Hollingsworth: At the moment, there is a clear short fall and not enough reactiveness from “institutions,” The current trajectory would suggest that companies will need to look internally at developing their own programs. The need to hire sooner for succession planning is clear. We are hiring for the future knowing the development time will be extended. We are also looking at opportunities to expand/utilize existing global apprenticeship where we would bring potential new employees for a period time to our facility.
What improvements need to be made to become more sustainable in gear manufacturing?
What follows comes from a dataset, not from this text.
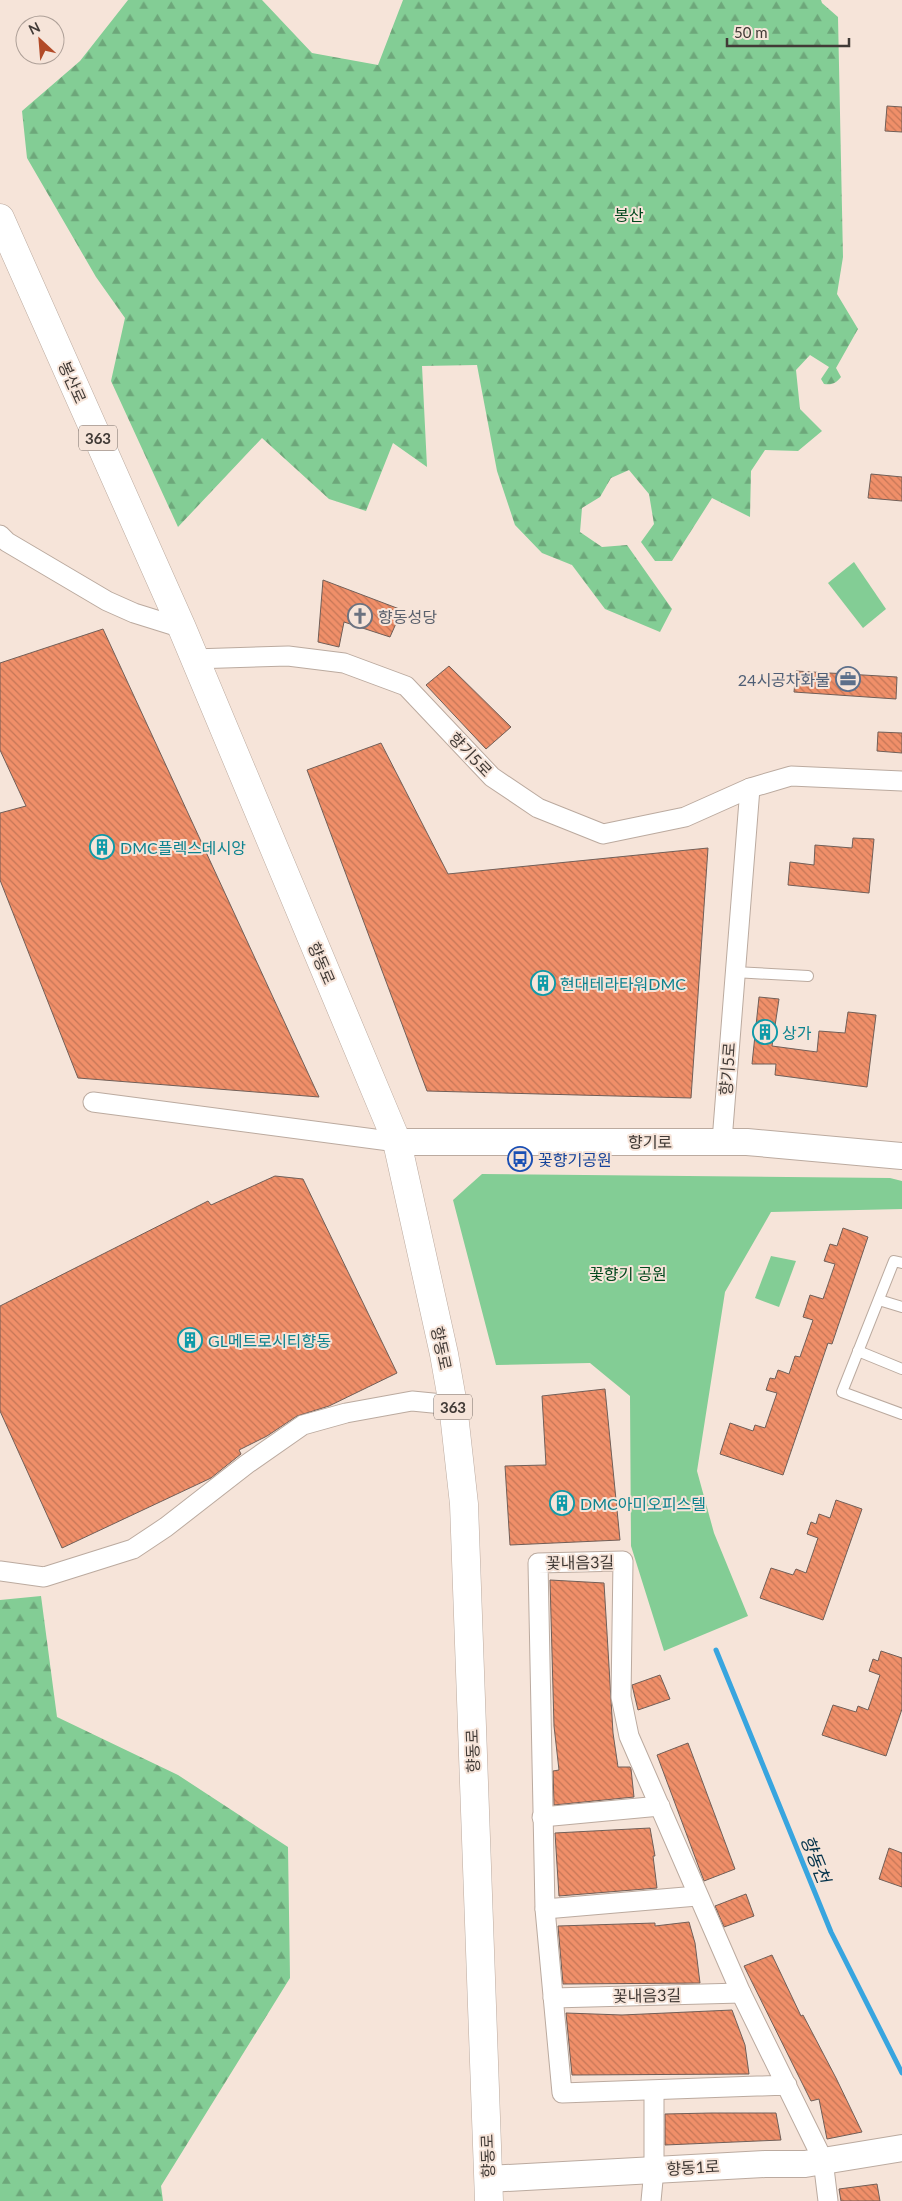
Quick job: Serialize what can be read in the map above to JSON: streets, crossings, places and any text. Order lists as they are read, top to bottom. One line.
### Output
{"streets":{"main road":["봉산로","363","향동로","향기로","향동1로"],"street":["향기5로","꽃내음3길"]},"crossings":[["봉산로","향기5로"],["봉산로","향동로"],["향기5로","향동로"],["향기5로","향기로"],["향동로","향기로"],["향동로","향동1로"],["꽃내음3길","향동1로"]],"water":["향동천"],"parks":["봉산","꽃향기 공원"],"places":{"church":["향동성당"],"office":["24시공차화물"],"building":["DMC플렉스데시앙","현대테라타워DMC","상가","GL메트로시티향동","DMC아미오피스텔"],"bus stop":["꽃향기공원"]},"scale_bar":"50 m","north":"top left"}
Stolz: In many parts of the industry, gear manufacturing has already achieved a comparably high level of sustainable processing, but there is room for improvement. Cleaner, more efficient technologies and qualified local support are of essence for the efficient use of limited resources. Gear providers must be able to guide their customers directly towards the most suitable design, manufacturing, and inspection alternative, to achieve the required quality without trial and error, resulting in minimum scrap and optimum efficiency. Qualified local service must support customers to benefit from maximum equipment uptime. As labor force limitations are becoming an issue in many parts of the world, automation will play an even more important role in future installations.
Hollingsworth: Technology is ever evolving and at a much faster pace than we have historically seen, Mechanically, we see machine tools outliving the controls. New developments from controls providers, drives, and software continue to rapidly develop and taking advantage and investing in these new technologies including the perishable items will drive efficiency on a cost per part basis. This could be in labor reduction, cycle time, reducing setup, quality control or a new cutting/grinding tool.
Kizhakel: I believe this is a work in progress and that the industry has been forever striving for improvements in all these fields. Significant gains in efficiency can be gained by combing more and more operations on a single asset thereby eliminating inefficient handling, set up and qualifying operations. We can better exploit the innovations in tool technologies, by building robust and energy efficient machines that accommodate higher cutting/grinding speeds and/or bigger tools. On a strategic level, the point may be examining “cleaner” needs to be defined in terms of reduced carbon footprint in gear manufacturing than the very cleanliness of the gear itself.
One wish that is perhaps beyond our sphere of influence is the need for industry friendly regulatory environment for data acquisition and transfer. This would accelerate the universal adoption of digital technologies that can further drive gains in efficiency and productivity.